Les actions détenues par l'entité sponsor de HCAC et les actionnaires historiques de REEcycle seront bloquées pendant six mois après la cotation, sous réserve de conditions de libération anticipée. L'opération nécessite l'approbation des actionnaires de HCAC et l'entrée en vigueur d'une déclaration d'enregistrement déposée auprès de la Securities and Exchange Commission.
Hall Chadwick agit en tant que conseiller d'entreprise exclusif et conseiller financier conjoint de HCAC, avec Cohen & Company Capital Markets comme conseiller financier conjoint et agent de placement. Empire Capital Partners a conseillé REEcycle. Duane Morris LLP est le conseil juridique de HCAC, et Perkins Coie LLP représente REEcycle.
Justification stratégique et chemin vers la production
L'approche de REEcycle comble une lacune structurelle : les États-Unis ne disposent actuellement d'aucune capacité significative de séparation et de raffinage des terres rares à l'échelle commerciale en dehors des entités contrôlées par la Chine ou des coentreprises. Le recyclage offre une alternative plus rapide et moins gourmande en capital que l'extraction de minerai vierge, affirme la société, chaque usine modulaire commerciale étant estimée à environ 40 millions de dollars US. Le plan à court terme vise trois à quatre installations aux États-Unis, suivi d'une expansion en Europe.
La société a déjà démontré sa crédibilité en tant que partenaire gouvernemental, ayant reçu 5,1 millions de dollars US de financement non dilutif du département de la Guerre, dont 4,3 millions de dollars US restants et décaissés mensuellement en fonction des dépenses. Une usine de démonstration en Oklahoma, co-implantée sur un site industriel existant, est conçue pour produire six à huit tonnes d'oxyde de terres rares par an, validant le processus à l'échelle commerciale. Une étude d'ingénierie finale pour la première installation commerciale, visant 100 tonnes par an d'ici 2027, est dirigée par DRA Global avec une achèvement attendu au deuxième trimestre 2026.
La société combinée sera dirigée par Mick McMullen en tant que président exécutif. McMullen, géologue et dirigeant minier d'origine australienne, a précédemment été PDG de MAC Copper Ltd., qu'il a bâtie autour de la mine de cuivre CSA acquise auprès de Glencore pour 1,1 milliard de dollars US avant de la vendre à Harmony Gold Mining pour 1,03 milliard de dollars US en octobre 2025. Il a également mené des redressements chez Detour Gold Corp. et Stillwater Mining Co., chacun ayant abouti à des acquisitions de plusieurs milliards de dollars.
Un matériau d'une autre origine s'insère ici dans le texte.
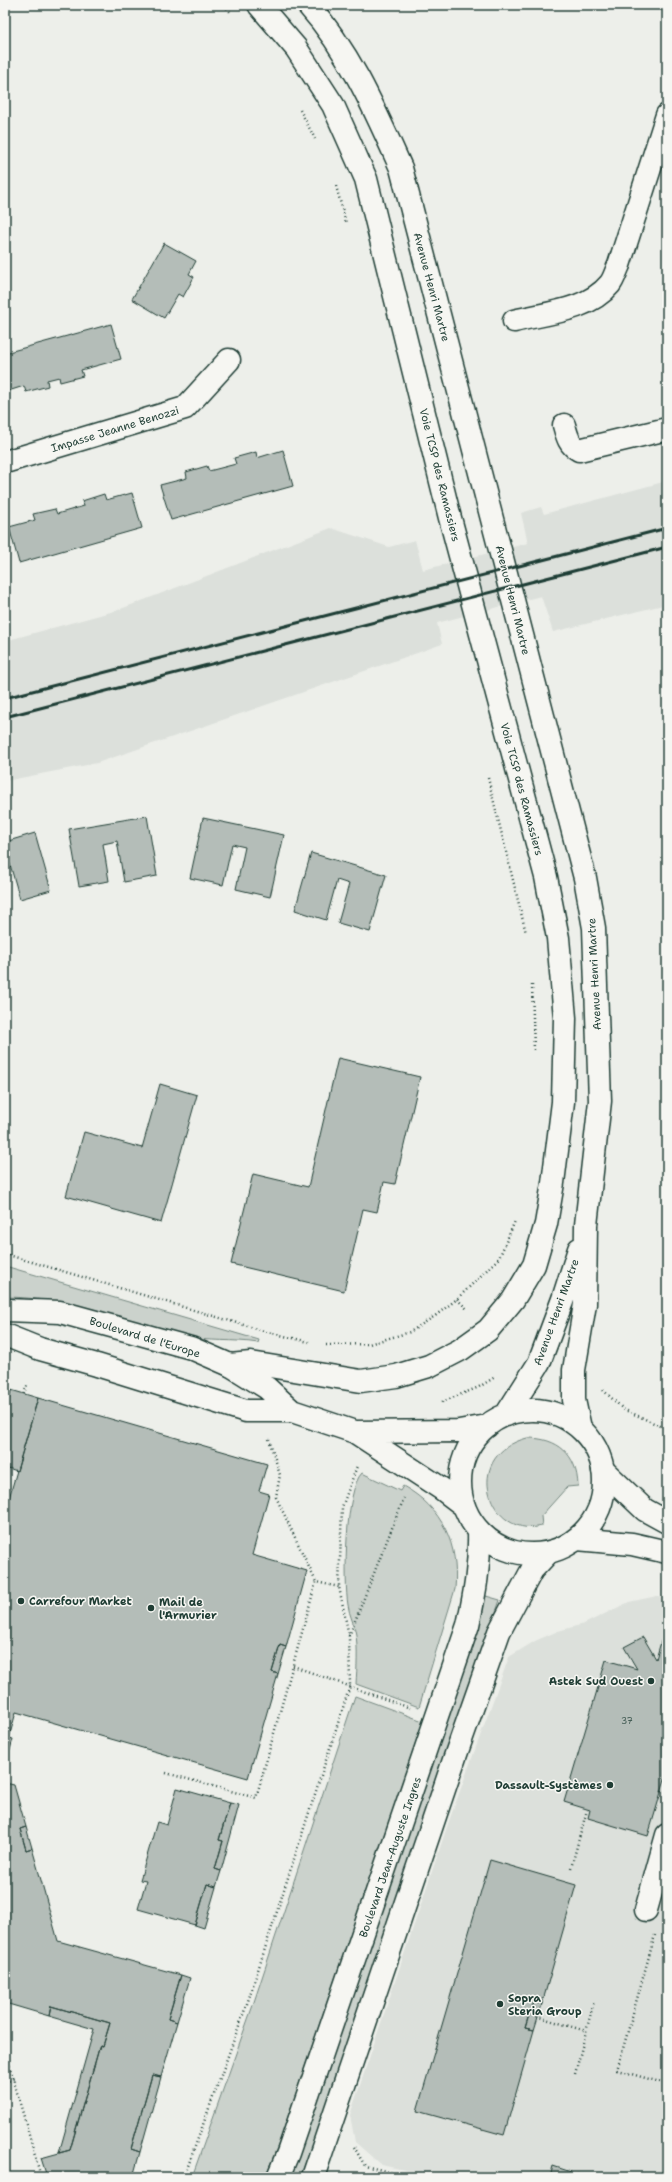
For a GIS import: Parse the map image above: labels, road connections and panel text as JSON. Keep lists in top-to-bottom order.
{
  "streets": {
    "main road": [
      "Avenue Henri Martre",
      "Impasse Jeanne Benozzi",
      "Voie TCSP des Ramassiers",
      "Boulevard de l'Europe",
      "Boulevard Jean-Auguste Ingres"
    ]
  },
  "crossings": [
    ["Avenue Henri Martre", "Boulevard de l'Europe"],
    ["Voie TCSP des Ramassiers", "Boulevard de l'Europe"]
  ],
  "places": [
    "Carrefour Market",
    "Mail de l'Armurier",
    "Astek Sud Ouest",
    "Dassault-Systèmes",
    "Sopra Steria Group"
  ],
  "house_numbers": ["37"]
}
L'opération intervient alors que le gouvernement américain a engagé des milliards de dollars via la loi sur la réduction de l'inflation, la loi CHIPS and Science et les mécanismes de financement du département de la Défense pour développer les chaînes d'approvisionnement nationales en minéraux critiques. Les pairs les plus proches de REEcycle parmi les sociétés cotées — MP Materials Corp. et USA Rare Earth Inc. — se concentrent sur l'exploitation minière et la production d'aimants plutôt que sur le recyclage, positionnant la société combinée comme un véhicule distinct pour les investisseurs cherchant une exposition à l'économie circulaire des minéraux critiques.
Cet article est fourni à titre d'information uniquement et ne constitue pas un conseil en investissement.